### Work order
The expected result is the segment of the entries that begins with the line containing "Task: Parse this" and ends with the last line, copied verbatim.

-------- Given records --------

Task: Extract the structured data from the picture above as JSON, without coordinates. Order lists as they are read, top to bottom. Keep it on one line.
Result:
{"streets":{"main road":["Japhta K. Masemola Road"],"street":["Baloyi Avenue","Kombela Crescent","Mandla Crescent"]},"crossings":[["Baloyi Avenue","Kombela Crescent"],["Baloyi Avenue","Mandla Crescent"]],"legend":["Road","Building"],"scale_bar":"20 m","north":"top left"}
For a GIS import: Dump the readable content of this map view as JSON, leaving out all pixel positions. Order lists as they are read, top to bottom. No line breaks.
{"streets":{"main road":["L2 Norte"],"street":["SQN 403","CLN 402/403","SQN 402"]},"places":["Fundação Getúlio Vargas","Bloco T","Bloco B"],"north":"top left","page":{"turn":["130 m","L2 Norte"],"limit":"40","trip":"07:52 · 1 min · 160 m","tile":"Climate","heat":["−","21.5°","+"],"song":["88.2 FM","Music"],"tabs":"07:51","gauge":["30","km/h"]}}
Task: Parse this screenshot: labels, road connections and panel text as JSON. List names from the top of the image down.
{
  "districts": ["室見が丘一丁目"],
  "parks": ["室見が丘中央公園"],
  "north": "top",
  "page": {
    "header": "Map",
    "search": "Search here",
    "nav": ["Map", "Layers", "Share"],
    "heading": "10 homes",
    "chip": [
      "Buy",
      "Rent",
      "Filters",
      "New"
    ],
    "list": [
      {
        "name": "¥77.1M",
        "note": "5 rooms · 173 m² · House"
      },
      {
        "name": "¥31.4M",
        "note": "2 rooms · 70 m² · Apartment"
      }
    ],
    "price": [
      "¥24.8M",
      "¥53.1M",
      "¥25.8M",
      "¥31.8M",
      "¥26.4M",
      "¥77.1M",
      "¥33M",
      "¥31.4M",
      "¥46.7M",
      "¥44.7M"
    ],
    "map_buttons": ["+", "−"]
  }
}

--------

### Exercise answer
Task: Parse this screenshot: labels, road connections and panel text as JSON. List names from the top of the image down.
{
  "districts": ["室見が丘一丁目"],
  "parks": ["室見が丘中央公園"],
  "north": "top",
  "page": {
    "header": "Map",
    "search": "Search here",
    "nav": ["Map", "Layers", "Share"],
    "heading": "10 homes",
    "chip": [
      "Buy",
      "Rent",
      "Filters",
      "New"
    ],
    "list": [
      {
        "name": "¥77.1M",
        "note": "5 rooms · 173 m² · House"
      },
      {
        "name": "¥31.4M",
        "note": "2 rooms · 70 m² · Apartment"
      }
    ],
    "price": [
      "¥24.8M",
      "¥53.1M",
      "¥25.8M",
      "¥31.8M",
      "¥26.4M",
      "¥77.1M",
      "¥33M",
      "¥31.4M",
      "¥46.7M",
      "¥44.7M"
    ],
    "map_buttons": ["+", "−"]
  }
}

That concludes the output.